It should be no surprise to you that my writing career has had highlights nearly too numerous to count. The one of which I’m proudest? Being shortlisted for the Nobel Peace Prize the year I wrote those liner notes for whatever that Kinks album was called. What will surprise many is that there’s been some awful humiliation among all the glory, like that time in approximately 1979 when I was desperate to get into Oui, Playboy’s younger, hipper offshoot, and a smug little dickhead editor, ?Ed Dwyer, invited me in to discuss possible assignments, but when I got there I discovered that he and his fellow little dickhead editors had decided to go to lunch early. If I so chose, I could go over to the restaurant where they were dining.
They’d apparently smoked a great deal of pot on the way to the restaurant, and found it terribly amusing to ridicule me for wanting to write for their magazine, for which they found it hilarious to profess great disdain. And I, hoping to appear a good sport, wanting desperately to get my freelance writing career moving again, didn’t pee all over their appetizers.

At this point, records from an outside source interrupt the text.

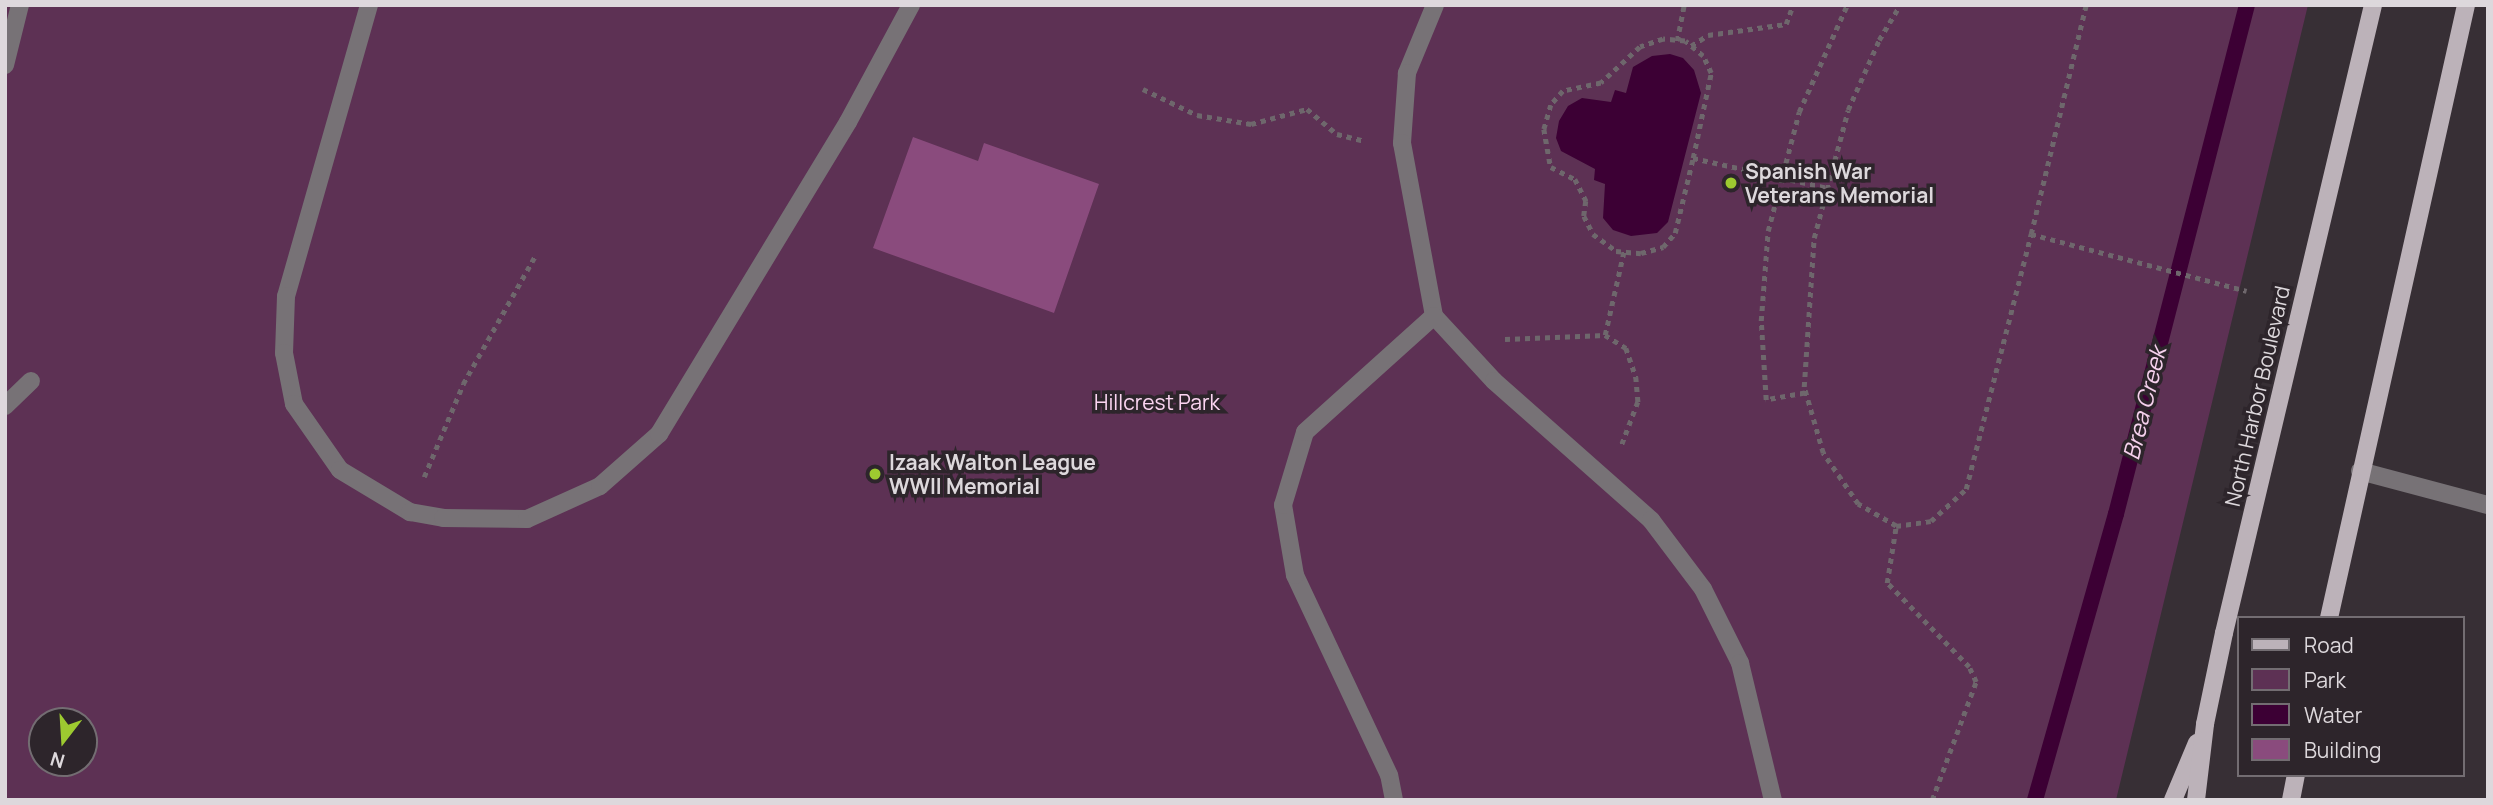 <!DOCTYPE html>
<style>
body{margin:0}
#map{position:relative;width:2493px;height:805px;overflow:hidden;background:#372f35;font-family:Manrope,sans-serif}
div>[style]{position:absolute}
.green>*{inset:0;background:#5d3154}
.water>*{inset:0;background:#3c0034}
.stream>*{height:16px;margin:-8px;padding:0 8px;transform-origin:8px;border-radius:8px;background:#3c0034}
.building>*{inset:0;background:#8a4b7d}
.path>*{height:4.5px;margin-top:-2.25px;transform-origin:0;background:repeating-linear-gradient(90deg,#6e676c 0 5px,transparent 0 10px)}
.minor>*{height:18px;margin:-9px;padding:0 9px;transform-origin:9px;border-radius:9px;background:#777276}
.major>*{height:18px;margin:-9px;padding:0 9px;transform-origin:9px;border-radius:9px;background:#bcb2b9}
.dots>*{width:19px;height:19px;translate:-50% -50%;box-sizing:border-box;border:4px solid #2d252b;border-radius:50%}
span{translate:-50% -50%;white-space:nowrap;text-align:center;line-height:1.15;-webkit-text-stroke:7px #2d252b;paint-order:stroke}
.poi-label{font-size:21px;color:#ddd8dc;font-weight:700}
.left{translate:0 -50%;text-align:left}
.street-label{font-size:21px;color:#ddd8dc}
.park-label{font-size:21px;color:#fbd5f1}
.water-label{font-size:23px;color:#f6d1ed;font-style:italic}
.frame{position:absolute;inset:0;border:7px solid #ddd8dc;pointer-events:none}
.legend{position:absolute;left:2237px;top:616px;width:228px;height:161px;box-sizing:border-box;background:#2d252b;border:2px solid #736d72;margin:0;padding:9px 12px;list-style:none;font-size:21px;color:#ddd8dc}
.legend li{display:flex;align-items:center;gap:14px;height:35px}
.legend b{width:35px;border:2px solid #736d72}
.north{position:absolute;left:28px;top:707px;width:70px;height:70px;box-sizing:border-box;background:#2d252b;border:2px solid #736d72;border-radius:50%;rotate:197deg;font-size:19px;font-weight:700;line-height:28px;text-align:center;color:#ddd8dc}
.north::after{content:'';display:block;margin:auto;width:24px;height:32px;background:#9dca30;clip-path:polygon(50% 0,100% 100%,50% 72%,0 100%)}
</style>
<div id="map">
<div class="green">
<div style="clip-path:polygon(evenodd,5px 5px,2308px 5px,2116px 800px,5px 800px,5px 5px,42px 721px,84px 721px,84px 763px,42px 763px,42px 721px)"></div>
</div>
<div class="water">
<div style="clip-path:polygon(1670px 54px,1683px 58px,1694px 70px,1701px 93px,1668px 222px,1657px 233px,1631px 236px,1613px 230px,1603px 218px,1605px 184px,1594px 180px,1595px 169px,1561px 151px,1556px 138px,1559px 121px,1568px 106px,1582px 98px,1611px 102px,1615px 90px,1626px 93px,1633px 67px,1652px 56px)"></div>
</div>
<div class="stream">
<div style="left:2035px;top:800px;width:297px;rotate:-74.2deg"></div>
<div style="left:2116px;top:514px;width:526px;rotate:-75.57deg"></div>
</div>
<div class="building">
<div style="clip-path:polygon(913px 137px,978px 161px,984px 143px,1099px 184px,1054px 313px,873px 248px)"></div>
</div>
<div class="path">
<div style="left:1677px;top:41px;width:37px;rotate:-79deg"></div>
<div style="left:1691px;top:46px;width:20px;rotate:-33deg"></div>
<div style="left:1708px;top:35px;width:79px;rotate:-8deg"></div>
<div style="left:1786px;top:24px;width:20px;rotate:-70deg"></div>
<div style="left:1143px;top:89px;width:60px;rotate:25.7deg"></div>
<div style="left:1197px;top:115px;width:55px;rotate:9.5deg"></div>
<div style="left:1251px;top:124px;width:58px;rotate:-15deg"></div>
<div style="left:1307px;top:109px;width:39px;rotate:40deg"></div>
<div style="left:1337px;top:134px;width:29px;rotate:14deg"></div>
<div style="left:1693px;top:158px;width:87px;rotate:-78deg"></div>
<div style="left:1711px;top:73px;width:19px;rotate:-115deg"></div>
<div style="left:1703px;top:56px;width:23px;rotate:-140deg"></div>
<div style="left:1685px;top:41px;width:22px;rotate:-175deg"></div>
<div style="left:1663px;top:39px;width:24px;rotate:161deg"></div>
<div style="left:1640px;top:47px;width:53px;rotate:137.3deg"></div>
<div style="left:1601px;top:83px;width:39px;rotate:168deg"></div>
<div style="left:1563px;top:91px;width:18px;rotate:131deg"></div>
<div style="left:1551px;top:105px;width:25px;rotate:106deg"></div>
<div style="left:1544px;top:129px;width:39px;rotate:80deg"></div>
<div style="left:1551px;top:167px;width:27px;rotate:27deg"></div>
<div style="left:1575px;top:179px;width:25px;rotate:63deg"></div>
<div style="left:1586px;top:201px;width:15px;rotate:98deg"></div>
<div style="left:1584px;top:216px;width:20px;rotate:63deg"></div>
<div style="left:1593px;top:234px;width:29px;rotate:36deg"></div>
<div style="left:1616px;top:251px;width:25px;rotate:5deg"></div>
<div style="left:1641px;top:253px;width:23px;rotate:-15deg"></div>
<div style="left:1663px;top:247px;width:18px;rotate:-49deg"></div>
<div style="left:1675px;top:233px;width:77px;rotate:-76.5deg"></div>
<div style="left:1693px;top:158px;width:138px;rotate:12.5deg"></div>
<div style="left:2031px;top:234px;width:236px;rotate:-76.5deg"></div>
<div style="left:1605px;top:335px;width:86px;rotate:-77.3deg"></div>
<div style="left:1505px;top:339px;width:100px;rotate:-2.3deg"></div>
<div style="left:1605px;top:335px;width:25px;rotate:32deg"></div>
<div style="left:1626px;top:348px;width:31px;rotate:71deg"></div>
<div style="left:1636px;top:377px;width:25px;rotate:85deg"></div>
<div style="left:1638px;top:402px;width:48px;rotate:110.7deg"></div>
<div style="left:1805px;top:393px;width:40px;rotate:170deg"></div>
<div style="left:1766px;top:400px;width:79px;rotate:-93.6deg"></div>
<div style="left:1761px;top:321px;width:90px;rotate:-85.6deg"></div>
<div style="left:1768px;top:231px;width:123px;rotate:-75.4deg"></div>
<div style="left:1799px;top:112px;width:117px;rotate:-65.8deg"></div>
<div style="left:424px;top:477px;width:101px;rotate:-67.2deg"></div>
<div style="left:463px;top:384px;width:147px;rotate:-60.6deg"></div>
<div style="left:1896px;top:526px;width:44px;rotate:-149.9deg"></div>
<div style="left:1858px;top:504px;width:62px;rotate:-124.5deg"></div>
<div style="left:1823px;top:453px;width:69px;rotate:-106.1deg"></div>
<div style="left:1804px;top:387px;width:149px;rotate:-86.2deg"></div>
<div style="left:1814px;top:238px;width:132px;rotate:-75.1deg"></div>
<div style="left:1848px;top:110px;width:77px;rotate:-66.1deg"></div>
<div style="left:1879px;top:40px;width:41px;rotate:-59deg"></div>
<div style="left:1932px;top:800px;width:126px;rotate:-69.6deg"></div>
<div style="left:1976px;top:682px;width:17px;rotate:-115deg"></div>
<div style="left:1969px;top:667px;width:117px;rotate:-134.3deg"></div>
<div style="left:1887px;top:583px;width:58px;rotate:-81deg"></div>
<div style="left:1896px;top:526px;width:35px;rotate:-8deg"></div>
<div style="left:1931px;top:521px;width:47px;rotate:-42.4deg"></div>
<div style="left:1966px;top:489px;width:263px;rotate:-75.7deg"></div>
<div style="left:2031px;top:234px;width:223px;rotate:14.8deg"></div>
</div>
<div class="minor">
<div style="left:369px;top:5px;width:303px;rotate:105.9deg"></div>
<div style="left:286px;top:296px;width:57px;rotate:92deg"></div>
<div style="left:284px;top:353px;width:52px;rotate:78.9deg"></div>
<div style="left:294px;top:404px;width:80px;rotate:55.1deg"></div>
<div style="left:340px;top:470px;width:82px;rotate:31deg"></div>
<div style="left:410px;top:512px;width:34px;rotate:10deg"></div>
<div style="left:443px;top:518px;width:84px;rotate:0.7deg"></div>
<div style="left:527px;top:519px;width:80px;rotate:-24.3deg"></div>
<div style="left:600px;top:486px;width:79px;rotate:-41.4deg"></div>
<div style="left:659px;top:434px;width:365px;rotate:-58.8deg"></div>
<div style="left:848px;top:122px;width:133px;rotate:-61.7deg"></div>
<div style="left:1435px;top:5px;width:74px;rotate:112.4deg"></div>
<div style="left:1407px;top:73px;width:70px;rotate:94.1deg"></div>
<div style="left:1402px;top:143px;width:176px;rotate:79.5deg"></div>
<div style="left:1434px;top:316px;width:88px;rotate:47.3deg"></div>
<div style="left:1494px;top:381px;width:210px;rotate:41.5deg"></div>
<div style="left:1651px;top:520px;width:86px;rotate:53deg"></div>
<div style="left:1703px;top:589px;width:83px;rotate:63.4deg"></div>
<div style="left:1740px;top:663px;width:141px;rotate:76.5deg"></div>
<div style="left:5px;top:65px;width:62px;rotate:-76deg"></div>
<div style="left:5px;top:406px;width:36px;rotate:-44deg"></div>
<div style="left:2360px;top:471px;width:132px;rotate:14.9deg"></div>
<div style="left:1394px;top:800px;width:25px;rotate:-101deg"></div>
<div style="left:1389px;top:775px;width:221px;rotate:-115.2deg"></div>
<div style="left:1295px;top:575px;width:71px;rotate:-99.7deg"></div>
<div style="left:1283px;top:505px;width:76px;rotate:-73.2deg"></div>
<div style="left:1305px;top:432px;width:173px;rotate:-42deg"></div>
</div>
<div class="major">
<div style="left:2329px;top:618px;width:628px;rotate:-77.4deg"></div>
<div style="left:2173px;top:800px;width:62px;rotate:-67.2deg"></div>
<div style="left:2196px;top:800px;width:77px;rotate:-83.2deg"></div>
<div style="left:2205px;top:724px;width:93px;rotate:-78.2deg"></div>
<div style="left:2224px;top:633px;width:645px;rotate:-76.65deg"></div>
<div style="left:2291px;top:800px;width:25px;rotate:-79deg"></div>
</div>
<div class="dots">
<div style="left:1731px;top:183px;background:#9dca30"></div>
<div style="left:875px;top:474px;background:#9dca30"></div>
</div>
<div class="poi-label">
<span class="left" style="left:1745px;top:183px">Spanish War<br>Veterans Memorial</span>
<span class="left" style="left:889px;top:474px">Izaak Walton League<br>WWII Memorial</span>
</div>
<div class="street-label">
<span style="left:2257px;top:396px;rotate:-77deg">North Harbor Boulevard</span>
</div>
<div class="park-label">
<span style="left:1157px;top:402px">Hillcrest Park</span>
</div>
<div class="water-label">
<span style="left:2144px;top:403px;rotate:-76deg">Brea Creek</span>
</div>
<div class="frame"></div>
<ul class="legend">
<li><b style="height:9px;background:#bcb2b9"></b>Road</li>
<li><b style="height:19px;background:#5d3154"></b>Park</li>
<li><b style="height:19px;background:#3c0034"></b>Water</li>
<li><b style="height:19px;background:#8a4b7d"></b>Building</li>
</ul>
<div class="north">N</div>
</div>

Thirty-five years later, I’m feeling nearly the same. You’ll recall that I recently invited 186 literary agents to read my latest novel, Who Is Keri Fetherwaite?, and that a grand total of one agreed. She didn’t like it, or my novel Insects On Fire, about the sadism of children, but agreed to pass the latter along to some decision-makers at a publishing house that had recently published one of her authors. Forty-eight hours ago, I received this email from one of them.

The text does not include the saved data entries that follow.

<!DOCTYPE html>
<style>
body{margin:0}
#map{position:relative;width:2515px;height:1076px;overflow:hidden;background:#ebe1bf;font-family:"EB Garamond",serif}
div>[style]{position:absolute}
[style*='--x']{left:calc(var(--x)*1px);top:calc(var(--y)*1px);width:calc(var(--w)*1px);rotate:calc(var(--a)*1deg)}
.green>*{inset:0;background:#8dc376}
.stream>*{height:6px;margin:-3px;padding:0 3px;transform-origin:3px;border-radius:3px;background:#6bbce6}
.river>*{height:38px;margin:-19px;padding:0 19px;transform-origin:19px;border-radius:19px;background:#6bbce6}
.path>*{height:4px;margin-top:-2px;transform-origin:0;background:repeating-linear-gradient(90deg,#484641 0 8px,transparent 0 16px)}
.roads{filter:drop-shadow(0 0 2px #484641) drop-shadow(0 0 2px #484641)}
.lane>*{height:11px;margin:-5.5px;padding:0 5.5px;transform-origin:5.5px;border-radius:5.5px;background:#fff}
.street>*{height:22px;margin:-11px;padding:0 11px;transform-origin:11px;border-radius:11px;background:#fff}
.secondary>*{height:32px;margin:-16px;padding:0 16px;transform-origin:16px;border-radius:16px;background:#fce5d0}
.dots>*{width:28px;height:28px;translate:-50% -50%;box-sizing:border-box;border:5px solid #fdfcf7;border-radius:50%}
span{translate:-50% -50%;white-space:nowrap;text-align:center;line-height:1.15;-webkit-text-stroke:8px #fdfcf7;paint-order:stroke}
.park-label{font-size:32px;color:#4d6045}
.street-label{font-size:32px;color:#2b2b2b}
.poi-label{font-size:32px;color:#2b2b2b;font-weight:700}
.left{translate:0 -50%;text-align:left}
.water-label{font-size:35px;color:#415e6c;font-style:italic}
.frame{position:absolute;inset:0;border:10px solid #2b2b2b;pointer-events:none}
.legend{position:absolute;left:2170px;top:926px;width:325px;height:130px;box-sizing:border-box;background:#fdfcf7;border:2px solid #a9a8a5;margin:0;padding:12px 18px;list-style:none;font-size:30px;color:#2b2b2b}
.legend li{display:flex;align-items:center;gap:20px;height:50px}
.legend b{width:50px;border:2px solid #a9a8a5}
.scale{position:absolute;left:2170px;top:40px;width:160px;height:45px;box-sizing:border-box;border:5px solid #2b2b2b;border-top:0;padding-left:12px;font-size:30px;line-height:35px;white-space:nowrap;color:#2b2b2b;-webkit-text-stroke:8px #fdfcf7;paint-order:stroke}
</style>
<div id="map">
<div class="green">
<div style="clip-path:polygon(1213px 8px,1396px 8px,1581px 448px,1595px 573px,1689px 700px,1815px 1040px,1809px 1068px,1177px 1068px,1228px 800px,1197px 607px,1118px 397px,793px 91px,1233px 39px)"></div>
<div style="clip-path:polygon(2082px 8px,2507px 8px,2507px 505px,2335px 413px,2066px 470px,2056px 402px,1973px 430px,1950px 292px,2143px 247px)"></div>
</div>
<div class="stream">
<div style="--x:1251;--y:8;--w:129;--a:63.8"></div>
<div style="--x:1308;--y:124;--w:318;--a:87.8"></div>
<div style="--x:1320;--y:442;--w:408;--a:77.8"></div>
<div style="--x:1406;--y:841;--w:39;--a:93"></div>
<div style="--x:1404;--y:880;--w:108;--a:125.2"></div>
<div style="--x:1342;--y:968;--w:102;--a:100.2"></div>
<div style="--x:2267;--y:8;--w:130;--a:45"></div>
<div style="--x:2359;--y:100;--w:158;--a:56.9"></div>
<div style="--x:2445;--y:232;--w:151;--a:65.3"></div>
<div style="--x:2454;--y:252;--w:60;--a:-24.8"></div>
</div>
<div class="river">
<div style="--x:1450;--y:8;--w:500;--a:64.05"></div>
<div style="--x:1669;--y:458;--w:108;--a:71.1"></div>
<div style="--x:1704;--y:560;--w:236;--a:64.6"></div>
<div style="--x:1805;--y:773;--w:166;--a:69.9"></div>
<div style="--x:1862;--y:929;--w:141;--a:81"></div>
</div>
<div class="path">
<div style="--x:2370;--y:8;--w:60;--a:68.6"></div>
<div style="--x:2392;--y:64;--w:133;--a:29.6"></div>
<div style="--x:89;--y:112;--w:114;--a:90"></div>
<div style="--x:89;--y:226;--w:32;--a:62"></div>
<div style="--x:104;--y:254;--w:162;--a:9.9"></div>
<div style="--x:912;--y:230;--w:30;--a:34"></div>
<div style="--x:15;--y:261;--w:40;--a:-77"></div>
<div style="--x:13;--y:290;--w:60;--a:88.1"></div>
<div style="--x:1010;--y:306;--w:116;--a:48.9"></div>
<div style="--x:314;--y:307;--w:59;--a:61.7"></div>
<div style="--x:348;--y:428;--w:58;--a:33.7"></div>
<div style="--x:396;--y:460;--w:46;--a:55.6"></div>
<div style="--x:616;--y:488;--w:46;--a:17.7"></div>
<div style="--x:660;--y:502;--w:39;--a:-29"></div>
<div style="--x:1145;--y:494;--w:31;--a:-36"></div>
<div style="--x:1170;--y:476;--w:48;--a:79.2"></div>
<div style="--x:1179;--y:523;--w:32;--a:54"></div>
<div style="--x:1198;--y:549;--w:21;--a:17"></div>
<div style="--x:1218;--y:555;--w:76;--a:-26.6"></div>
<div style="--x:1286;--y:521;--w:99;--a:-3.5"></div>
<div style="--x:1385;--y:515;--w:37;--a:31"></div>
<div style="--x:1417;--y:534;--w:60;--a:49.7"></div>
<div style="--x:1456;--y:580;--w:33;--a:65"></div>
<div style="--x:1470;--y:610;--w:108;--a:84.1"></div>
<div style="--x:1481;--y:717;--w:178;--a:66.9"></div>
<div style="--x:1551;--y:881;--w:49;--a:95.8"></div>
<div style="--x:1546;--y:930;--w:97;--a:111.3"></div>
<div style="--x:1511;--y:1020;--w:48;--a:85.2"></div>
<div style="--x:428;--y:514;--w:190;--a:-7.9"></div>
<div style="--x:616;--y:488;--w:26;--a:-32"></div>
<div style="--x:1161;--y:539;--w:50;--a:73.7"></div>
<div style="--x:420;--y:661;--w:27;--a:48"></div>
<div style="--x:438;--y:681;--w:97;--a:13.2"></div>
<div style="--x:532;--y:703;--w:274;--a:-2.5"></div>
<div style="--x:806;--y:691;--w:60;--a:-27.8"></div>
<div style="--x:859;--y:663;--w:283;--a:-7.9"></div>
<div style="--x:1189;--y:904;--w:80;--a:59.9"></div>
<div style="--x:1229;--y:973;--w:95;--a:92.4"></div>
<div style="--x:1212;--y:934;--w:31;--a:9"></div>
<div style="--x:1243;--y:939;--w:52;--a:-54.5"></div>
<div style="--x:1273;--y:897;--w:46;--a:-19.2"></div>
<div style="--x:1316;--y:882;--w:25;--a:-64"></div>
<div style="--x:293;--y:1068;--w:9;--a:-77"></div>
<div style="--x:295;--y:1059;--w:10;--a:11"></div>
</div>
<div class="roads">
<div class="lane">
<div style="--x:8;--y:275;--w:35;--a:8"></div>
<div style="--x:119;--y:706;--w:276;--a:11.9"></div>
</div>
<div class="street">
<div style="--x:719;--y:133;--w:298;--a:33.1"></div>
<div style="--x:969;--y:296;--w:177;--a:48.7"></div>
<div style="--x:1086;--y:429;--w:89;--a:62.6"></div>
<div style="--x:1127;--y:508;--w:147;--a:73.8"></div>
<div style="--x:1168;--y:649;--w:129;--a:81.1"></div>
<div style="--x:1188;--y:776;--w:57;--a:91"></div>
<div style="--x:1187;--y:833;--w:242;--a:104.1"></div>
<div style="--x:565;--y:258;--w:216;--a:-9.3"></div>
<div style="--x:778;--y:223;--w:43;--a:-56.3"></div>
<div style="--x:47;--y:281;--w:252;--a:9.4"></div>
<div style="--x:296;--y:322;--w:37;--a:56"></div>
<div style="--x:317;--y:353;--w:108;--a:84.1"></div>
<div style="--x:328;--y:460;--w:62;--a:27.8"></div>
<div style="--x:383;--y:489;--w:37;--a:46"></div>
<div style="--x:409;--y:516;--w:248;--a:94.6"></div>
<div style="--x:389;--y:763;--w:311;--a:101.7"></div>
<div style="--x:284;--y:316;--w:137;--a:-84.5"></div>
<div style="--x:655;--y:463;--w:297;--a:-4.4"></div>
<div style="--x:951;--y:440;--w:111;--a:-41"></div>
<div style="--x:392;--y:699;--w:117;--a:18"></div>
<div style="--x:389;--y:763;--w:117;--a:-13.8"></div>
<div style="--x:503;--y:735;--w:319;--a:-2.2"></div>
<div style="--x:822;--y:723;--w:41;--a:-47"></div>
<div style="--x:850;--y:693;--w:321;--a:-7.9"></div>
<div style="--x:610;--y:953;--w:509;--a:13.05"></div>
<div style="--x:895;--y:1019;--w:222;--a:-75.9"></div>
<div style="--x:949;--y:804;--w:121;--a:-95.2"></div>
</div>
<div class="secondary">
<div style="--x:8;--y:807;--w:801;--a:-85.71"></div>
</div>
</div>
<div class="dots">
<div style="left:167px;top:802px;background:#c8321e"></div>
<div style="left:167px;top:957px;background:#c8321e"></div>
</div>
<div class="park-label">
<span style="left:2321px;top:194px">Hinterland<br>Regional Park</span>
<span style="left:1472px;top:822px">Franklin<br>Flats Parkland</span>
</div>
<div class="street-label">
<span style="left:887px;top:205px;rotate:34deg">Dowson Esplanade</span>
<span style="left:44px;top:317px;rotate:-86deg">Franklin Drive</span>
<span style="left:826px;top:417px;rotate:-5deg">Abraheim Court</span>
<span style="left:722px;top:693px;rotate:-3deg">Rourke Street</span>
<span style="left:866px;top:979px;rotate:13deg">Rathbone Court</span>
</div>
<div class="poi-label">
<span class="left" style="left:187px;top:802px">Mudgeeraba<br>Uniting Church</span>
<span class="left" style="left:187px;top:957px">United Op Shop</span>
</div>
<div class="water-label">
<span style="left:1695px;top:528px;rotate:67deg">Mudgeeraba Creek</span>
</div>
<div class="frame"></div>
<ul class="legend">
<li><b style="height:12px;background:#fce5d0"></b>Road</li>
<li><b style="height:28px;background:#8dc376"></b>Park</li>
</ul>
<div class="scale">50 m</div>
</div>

My name is Harris K—. I'm an acquisitions editor for Koehler Books. Recently [literary agent] forwarded me your work Insects on Fire. I forwarded to our Executive Editor Mr. Joe Coccaro for consideration. I'm happy to report that after having spent time with your manuscript, Mr. Coccaro strongly believes it is worthy of publication through our Emerging Author (EA) program. Please consider what he had to say about your work:
[Said Mr. Joe Coccaro:]
John Mendelssohn's novel, Insects of [sic] Fire, is a gritty tale of life on the edges of society. It's a portal into a world most of us hope to avoid for ourselves and kids. Drugs, whores, bikers, violence, abuse, racism and shattered innocence. It's raw but real.
I read the first few chapters, skimmed the mid-section, and studied the end. I'm convinced there is a compelling story here that would appeal to a YA crowd and lovers of darker side. The book is intense, as is its language and characters. The writer needs to better harness that intensity by extracting it through the characters, rather than a narrator's voice. I honestly think Mr. Mendelssohn's book would benefit if he worked closely with one of our line editors. The book could be tightened and focused and brought up to top-notch professional standards. As it now sits, there are words missing, verb tense confusion and stylistic inconsistency. That sounds worse than it is. The point here being that this could be a compelling novel if reworked and buffed.
The best course for this work would be to pair Mr. Mendelssohn with one of our editors and then after a line-by-line treatment, have a copy editor scrub the manuscript for grammar, style, spelling....Once professionally edited and formatted, the novel could be prepped and designed by Koehler Studios for publication. At that point, Mr. Mendelssohn could pursue a couple publishing options. Koehler Books emerging authors program is certainly one option, or the work could be released through IngramSpark.
Under either option, I strongly recommend that Insects of Fire release as an e-book first. My gut tells me that's where the primary market for this work resides. The ebook option would also be much less expensive for Mr. Mendelssohn than a full print distribution deal.
Less expensive, but still pretty expensive. Koehler believes I should pay them $5000 to rework and, uh, buff (but not actually print!) my novel, of which I will admit I’m actually pretty proud. (I might not be the best person to ask, but I think I’m around 100 times better a novelist than I ever was a music critic, as which I was internationally lauded, rather than patronized by slimeball hucksters such as Harris and Mr. Joe Corraro.)
Long story short, as they used to say on The Sopranos: my gut told me to invite Harris to take his Emerging Authors program and insert it, vigorously, in his southernmost bodily orifice.